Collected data
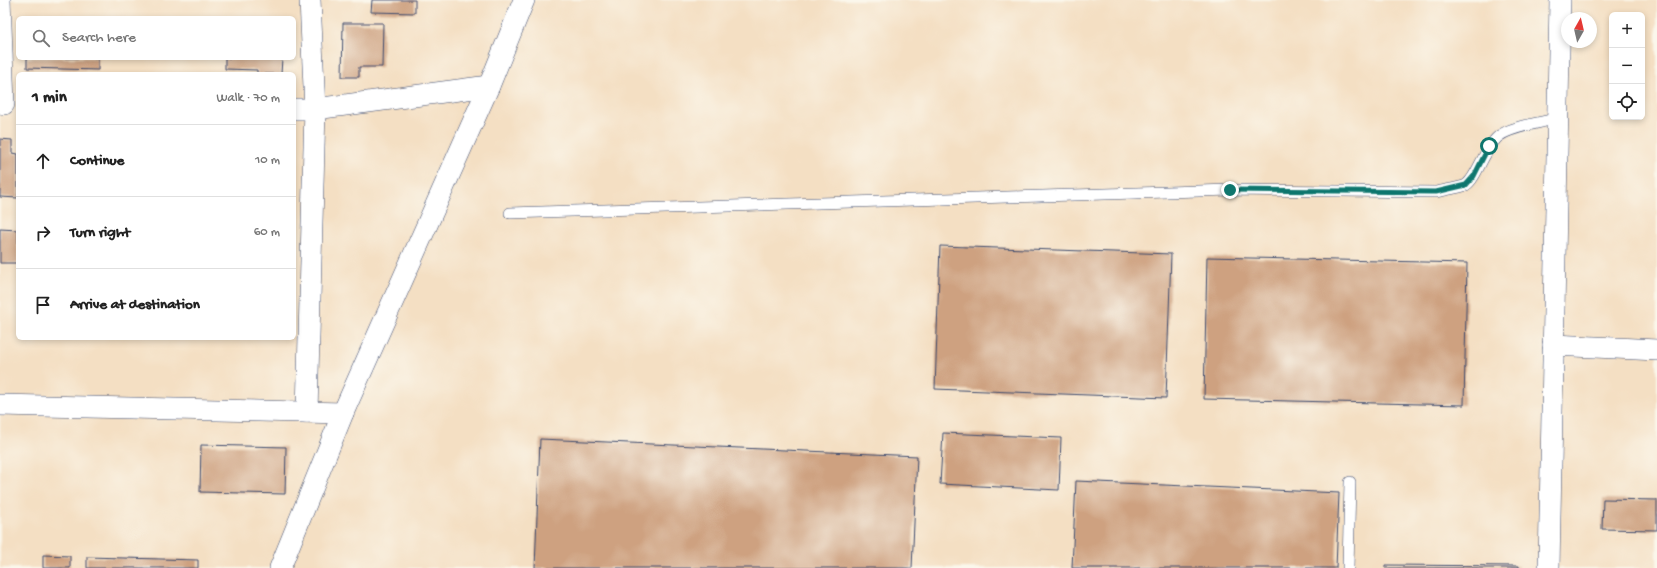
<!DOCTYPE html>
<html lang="en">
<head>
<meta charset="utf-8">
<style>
  body { margin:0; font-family:"Gochi Hand",sans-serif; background:#f6f6f6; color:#222 }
  .controls { position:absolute; right:12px; top:12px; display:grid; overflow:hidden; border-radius:6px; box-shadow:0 2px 6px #0003 }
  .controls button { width:36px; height:36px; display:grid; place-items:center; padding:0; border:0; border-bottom:1px solid #e0e0e0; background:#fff; color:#222; font:20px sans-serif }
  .compass { position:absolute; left:1561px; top:12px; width:36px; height:36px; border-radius:50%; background:#fff; box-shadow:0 2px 6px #0003; rotate:8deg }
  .stop { position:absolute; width:12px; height:12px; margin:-9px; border:3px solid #0f766e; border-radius:50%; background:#fff }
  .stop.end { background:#0f766e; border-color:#fff; box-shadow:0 1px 4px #0008 }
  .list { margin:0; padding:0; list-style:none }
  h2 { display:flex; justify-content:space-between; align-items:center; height:52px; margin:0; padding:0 16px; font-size:17px }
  h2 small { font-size:13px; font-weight:400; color:#767676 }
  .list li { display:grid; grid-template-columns:26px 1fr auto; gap:12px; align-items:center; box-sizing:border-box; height:72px; padding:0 16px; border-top:1px solid #e0e0e0 }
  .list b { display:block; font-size:15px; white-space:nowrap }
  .list em { font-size:13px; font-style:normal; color:#767676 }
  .icon { flex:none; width:22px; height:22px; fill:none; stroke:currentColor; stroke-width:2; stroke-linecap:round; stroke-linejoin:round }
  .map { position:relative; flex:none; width:1657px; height:568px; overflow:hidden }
  .search { position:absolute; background:#fff; box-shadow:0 2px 6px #0003; left:16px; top:16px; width:280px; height:44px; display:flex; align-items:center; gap:10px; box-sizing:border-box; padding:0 14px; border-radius:6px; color:#767676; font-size:15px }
  .panel { position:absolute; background:#fff; box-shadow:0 2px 6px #0003; left:16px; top:72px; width:280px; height:268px; border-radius:6px }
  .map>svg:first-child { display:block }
  .building { fill:#cea180 }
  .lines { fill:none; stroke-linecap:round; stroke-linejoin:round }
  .service-casing { stroke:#3c496d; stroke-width:12 }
  .minor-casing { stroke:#3c496d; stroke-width:22 }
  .service { stroke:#fff; stroke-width:11 }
  .minor { stroke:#fff; stroke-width:21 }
  .route { stroke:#0f766e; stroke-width:5 }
</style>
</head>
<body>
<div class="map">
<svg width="1657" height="568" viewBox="0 0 1657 568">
  <rect width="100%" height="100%" fill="#fbf7ec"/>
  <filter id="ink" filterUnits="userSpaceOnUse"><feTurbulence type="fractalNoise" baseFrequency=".025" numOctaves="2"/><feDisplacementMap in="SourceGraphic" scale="8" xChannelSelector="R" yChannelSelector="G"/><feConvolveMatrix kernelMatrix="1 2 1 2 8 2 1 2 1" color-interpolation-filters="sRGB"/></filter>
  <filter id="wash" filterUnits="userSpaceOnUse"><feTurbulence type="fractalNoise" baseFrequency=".012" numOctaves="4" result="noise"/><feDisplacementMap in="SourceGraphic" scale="16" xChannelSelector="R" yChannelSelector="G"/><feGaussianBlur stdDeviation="0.9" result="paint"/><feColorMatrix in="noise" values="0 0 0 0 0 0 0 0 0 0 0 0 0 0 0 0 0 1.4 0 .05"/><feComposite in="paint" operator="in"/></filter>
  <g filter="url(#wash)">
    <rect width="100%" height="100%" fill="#f4dfc3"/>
    <g id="blocks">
      <g class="building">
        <polygon points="372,0 415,0 415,13 371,12"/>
        <polygon points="343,23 383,23 382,67 359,67 359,77 342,77"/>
        <polygon points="27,58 98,58 98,70 27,68"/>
        <polygon points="225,58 282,58 281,74 257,74 257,70 225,69"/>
        <polygon points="0,139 12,140 12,153 18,154 18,198 0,197"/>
        <polygon points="0,229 18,230 18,263 0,263"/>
        <polygon points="940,246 1171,254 1166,398 935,389"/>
        <polygon points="1207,257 1467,263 1464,405 1204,399"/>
        <polygon points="943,433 1061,438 1059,490 940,484"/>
        <polygon points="540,439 917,456 912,568 535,568"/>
        <polygon points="201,445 286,447 285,494 200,492"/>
        <polygon points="1076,481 1339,493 1336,568 1072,568"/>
        <polygon points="1603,499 1657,500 1657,530 1602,529"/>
        <polygon points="43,555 70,556 70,568 43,568"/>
        <polygon points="87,557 198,560 198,568 87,568"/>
        <polygon points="1385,565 1519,566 1519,568 1385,568"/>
      </g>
    </g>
  </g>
  <g filter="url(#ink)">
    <use href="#blocks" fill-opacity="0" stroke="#3c496d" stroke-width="1"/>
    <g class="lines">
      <g class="service-casing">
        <g id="service">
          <path d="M 510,213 L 1230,190 L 1436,192 C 1444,190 1459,188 1466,185 C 1477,178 1484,148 1499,136 C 1512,126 1541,123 1558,118"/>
          <polyline points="1348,568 1350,482"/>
        </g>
      </g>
      <g class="minor-casing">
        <g id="minor">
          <polyline points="0,0 4,104"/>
          <polyline points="294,109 315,109 489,86"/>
          <polyline points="1553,345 1657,350"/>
          <polyline points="0,405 343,413"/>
          <polyline points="307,412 315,109 310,0"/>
          <polyline points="280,568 343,413 489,86 524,0"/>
          <polyline points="1549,568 1560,0"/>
        </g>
      </g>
      <use href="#service" class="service"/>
      <use href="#minor" class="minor"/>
    </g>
  </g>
  <g class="lines" filter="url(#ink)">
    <polyline class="route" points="1230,190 1436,192 1466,185 1474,176 1489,146"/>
  </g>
</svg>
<div class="controls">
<button>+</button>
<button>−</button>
<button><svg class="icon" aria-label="locate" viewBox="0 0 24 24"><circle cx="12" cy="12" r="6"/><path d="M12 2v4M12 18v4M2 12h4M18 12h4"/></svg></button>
</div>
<svg class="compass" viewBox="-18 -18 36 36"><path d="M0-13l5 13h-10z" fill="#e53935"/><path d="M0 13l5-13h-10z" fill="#767676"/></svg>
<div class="stop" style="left:1489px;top:146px"></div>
<div class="stop end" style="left:1230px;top:190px"></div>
<div class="search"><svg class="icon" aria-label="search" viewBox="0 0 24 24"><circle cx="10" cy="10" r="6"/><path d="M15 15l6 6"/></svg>Search here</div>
<section class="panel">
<h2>1 min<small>Walk · 70 m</small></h2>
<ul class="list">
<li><svg class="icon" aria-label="ahead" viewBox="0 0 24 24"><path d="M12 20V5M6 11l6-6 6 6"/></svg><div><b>Continue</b></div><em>10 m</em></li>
<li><svg class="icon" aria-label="right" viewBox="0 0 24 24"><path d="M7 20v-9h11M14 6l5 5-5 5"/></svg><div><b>Turn right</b></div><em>60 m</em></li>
<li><svg class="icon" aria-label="arrive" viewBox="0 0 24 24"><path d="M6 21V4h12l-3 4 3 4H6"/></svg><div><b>Arrive at destination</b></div></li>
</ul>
</section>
</div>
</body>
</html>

## REQUIREMENT
Here the output must be the lines above from the line with "background:#0f766e; border-color:#fff; box-shadow:0" to the line with "font-size:13px; font-style:normal; color:#767676", both included, duplicated word for word and nothing else.

## ANSWER AREA
  .stop.end { background:#0f766e; border-color:#fff; box-shadow:0 1px 4px #0008 }
  .list { margin:0; padding:0; list-style:none }
  h2 { display:flex; justify-content:space-between; align-items:center; height:52px; margin:0; padding:0 16px; font-size:17px }
  h2 small { font-size:13px; font-weight:400; color:#767676 }
  .list li { display:grid; grid-template-columns:26px 1fr auto; gap:12px; align-items:center; box-sizing:border-box; height:72px; padding:0 16px; border-top:1px solid #e0e0e0 }
  .list b { display:block; font-size:15px; white-space:nowrap }
  .list em { font-size:13px; font-style:normal; color:#767676 }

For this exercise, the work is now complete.